▸ **Task details**
Each line of the data needs to be transcribed exactly.

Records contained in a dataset
────
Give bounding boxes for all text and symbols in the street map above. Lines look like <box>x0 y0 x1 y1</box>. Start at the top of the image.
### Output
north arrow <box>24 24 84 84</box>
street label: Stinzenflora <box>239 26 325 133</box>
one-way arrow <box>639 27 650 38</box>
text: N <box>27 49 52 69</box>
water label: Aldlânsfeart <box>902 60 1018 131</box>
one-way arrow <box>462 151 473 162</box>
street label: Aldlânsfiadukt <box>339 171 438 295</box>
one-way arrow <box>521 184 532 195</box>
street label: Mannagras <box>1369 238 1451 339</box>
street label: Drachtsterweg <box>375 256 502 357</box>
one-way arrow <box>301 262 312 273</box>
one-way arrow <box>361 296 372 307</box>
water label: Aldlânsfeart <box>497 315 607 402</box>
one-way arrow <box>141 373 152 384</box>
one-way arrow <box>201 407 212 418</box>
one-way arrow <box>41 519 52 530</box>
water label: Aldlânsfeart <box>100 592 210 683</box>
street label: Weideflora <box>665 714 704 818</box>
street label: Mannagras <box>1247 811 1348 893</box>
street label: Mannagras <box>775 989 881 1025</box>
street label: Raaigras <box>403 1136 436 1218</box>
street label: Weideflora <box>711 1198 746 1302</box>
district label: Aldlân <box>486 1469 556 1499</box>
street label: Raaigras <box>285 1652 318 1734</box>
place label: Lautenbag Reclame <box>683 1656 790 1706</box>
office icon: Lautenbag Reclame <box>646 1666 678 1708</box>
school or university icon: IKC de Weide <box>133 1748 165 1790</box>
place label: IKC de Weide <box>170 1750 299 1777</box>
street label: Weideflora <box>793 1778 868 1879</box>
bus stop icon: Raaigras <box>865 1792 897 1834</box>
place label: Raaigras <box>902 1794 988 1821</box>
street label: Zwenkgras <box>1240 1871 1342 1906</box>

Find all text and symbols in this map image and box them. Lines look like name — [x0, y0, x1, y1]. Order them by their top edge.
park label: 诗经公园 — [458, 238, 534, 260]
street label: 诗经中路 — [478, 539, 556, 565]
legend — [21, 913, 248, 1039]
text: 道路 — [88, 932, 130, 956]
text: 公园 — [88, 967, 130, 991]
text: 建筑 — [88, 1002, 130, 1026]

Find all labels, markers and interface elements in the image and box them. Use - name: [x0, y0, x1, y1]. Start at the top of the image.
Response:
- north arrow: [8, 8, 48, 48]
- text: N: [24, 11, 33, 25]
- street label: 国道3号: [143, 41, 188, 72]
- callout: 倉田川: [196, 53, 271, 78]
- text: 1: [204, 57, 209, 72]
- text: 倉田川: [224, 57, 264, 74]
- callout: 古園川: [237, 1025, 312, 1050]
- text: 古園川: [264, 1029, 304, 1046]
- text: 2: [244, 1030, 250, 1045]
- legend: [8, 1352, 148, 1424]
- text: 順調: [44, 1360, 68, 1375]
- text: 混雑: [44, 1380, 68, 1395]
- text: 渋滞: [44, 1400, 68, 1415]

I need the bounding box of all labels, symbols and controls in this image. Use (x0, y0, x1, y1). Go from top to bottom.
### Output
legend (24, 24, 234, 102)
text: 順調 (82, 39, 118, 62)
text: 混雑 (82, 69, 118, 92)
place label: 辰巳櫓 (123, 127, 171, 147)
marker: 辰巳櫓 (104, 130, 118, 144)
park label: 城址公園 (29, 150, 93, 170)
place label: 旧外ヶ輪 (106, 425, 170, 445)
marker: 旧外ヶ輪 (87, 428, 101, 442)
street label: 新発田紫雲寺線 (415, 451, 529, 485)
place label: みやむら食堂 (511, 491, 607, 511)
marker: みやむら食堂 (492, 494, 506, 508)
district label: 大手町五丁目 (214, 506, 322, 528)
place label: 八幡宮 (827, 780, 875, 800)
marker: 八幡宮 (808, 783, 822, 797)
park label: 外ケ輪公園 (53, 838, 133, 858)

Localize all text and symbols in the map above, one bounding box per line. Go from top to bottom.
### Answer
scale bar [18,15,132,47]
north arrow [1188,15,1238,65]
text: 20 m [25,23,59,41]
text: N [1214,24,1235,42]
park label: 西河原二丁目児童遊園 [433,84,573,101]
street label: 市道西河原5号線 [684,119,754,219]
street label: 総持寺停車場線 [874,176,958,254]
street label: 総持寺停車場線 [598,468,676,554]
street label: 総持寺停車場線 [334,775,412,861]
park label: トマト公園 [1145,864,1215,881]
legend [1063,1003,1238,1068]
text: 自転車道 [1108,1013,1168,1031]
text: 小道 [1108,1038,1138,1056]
────
▸ **Response to this task**
Give bounding boxes for all text and symbols in the street map above. Lines look like <box>x0 y0 x1 y1</box>. Start at the top of the image.
### Output
north arrow <box>24 24 84 84</box>
street label: Stinzenflora <box>239 26 325 133</box>
one-way arrow <box>639 27 650 38</box>
text: N <box>27 49 52 69</box>
water label: Aldlânsfeart <box>902 60 1018 131</box>
one-way arrow <box>462 151 473 162</box>
street label: Aldlânsfiadukt <box>339 171 438 295</box>
one-way arrow <box>521 184 532 195</box>
street label: Mannagras <box>1369 238 1451 339</box>
street label: Drachtsterweg <box>375 256 502 357</box>
one-way arrow <box>301 262 312 273</box>
one-way arrow <box>361 296 372 307</box>
water label: Aldlânsfeart <box>497 315 607 402</box>
one-way arrow <box>141 373 152 384</box>
one-way arrow <box>201 407 212 418</box>
one-way arrow <box>41 519 52 530</box>
water label: Aldlânsfeart <box>100 592 210 683</box>
street label: Weideflora <box>665 714 704 818</box>
street label: Mannagras <box>1247 811 1348 893</box>
street label: Mannagras <box>775 989 881 1025</box>
street label: Raaigras <box>403 1136 436 1218</box>
street label: Weideflora <box>711 1198 746 1302</box>
district label: Aldlân <box>486 1469 556 1499</box>
street label: Raaigras <box>285 1652 318 1734</box>
place label: Lautenbag Reclame <box>683 1656 790 1706</box>
office icon: Lautenbag Reclame <box>646 1666 678 1708</box>
school or university icon: IKC de Weide <box>133 1748 165 1790</box>
place label: IKC de Weide <box>170 1750 299 1777</box>
street label: Weideflora <box>793 1778 868 1879</box>
bus stop icon: Raaigras <box>865 1792 897 1834</box>
place label: Raaigras <box>902 1794 988 1821</box>
street label: Zwenkgras <box>1240 1871 1342 1906</box>

Find all text and symbols in this map image and box them. Lines look like name — [x0, y0, x1, y1]. Order them by their top edge.
park label: 诗经公园 — [458, 238, 534, 260]
street label: 诗经中路 — [478, 539, 556, 565]
legend — [21, 913, 248, 1039]
text: 道路 — [88, 932, 130, 956]
text: 公园 — [88, 967, 130, 991]
text: 建筑 — [88, 1002, 130, 1026]

Find all labels, markers and interface elements in the image and box them. Use - name: [x0, y0, x1, y1]. Start at the top of the image.
Response:
- north arrow: [8, 8, 48, 48]
- text: N: [24, 11, 33, 25]
- street label: 国道3号: [143, 41, 188, 72]
- callout: 倉田川: [196, 53, 271, 78]
- text: 1: [204, 57, 209, 72]
- text: 倉田川: [224, 57, 264, 74]
- callout: 古園川: [237, 1025, 312, 1050]
- text: 古園川: [264, 1029, 304, 1046]
- text: 2: [244, 1030, 250, 1045]
- legend: [8, 1352, 148, 1424]
- text: 順調: [44, 1360, 68, 1375]
- text: 混雑: [44, 1380, 68, 1395]
- text: 渋滞: [44, 1400, 68, 1415]

I need the bounding box of all labels, symbols and controls in this image. Use (x0, y0, x1, y1). Go from top to bottom.
### Output
legend (24, 24, 234, 102)
text: 順調 (82, 39, 118, 62)
text: 混雑 (82, 69, 118, 92)
place label: 辰巳櫓 (123, 127, 171, 147)
marker: 辰巳櫓 (104, 130, 118, 144)
park label: 城址公園 (29, 150, 93, 170)
place label: 旧外ヶ輪 (106, 425, 170, 445)
marker: 旧外ヶ輪 (87, 428, 101, 442)
street label: 新発田紫雲寺線 (415, 451, 529, 485)
place label: みやむら食堂 (511, 491, 607, 511)
marker: みやむら食堂 (492, 494, 506, 508)
district label: 大手町五丁目 (214, 506, 322, 528)
place label: 八幡宮 (827, 780, 875, 800)
marker: 八幡宮 (808, 783, 822, 797)
park label: 外ケ輪公園 (53, 838, 133, 858)

Localize all text and symbols in the map above, one bounding box per line. Go from top to bottom.
### Answer
scale bar [18,15,132,47]
north arrow [1188,15,1238,65]
text: 20 m [25,23,59,41]
text: N [1214,24,1235,42]
park label: 西河原二丁目児童遊園 [433,84,573,101]
street label: 市道西河原5号線 [684,119,754,219]
street label: 総持寺停車場線 [874,176,958,254]
street label: 総持寺停車場線 [598,468,676,554]
street label: 総持寺停車場線 [334,775,412,861]
park label: トマト公園 [1145,864,1215,881]
legend [1063,1003,1238,1068]
text: 自転車道 [1108,1013,1168,1031]
text: 小道 [1108,1038,1138,1056]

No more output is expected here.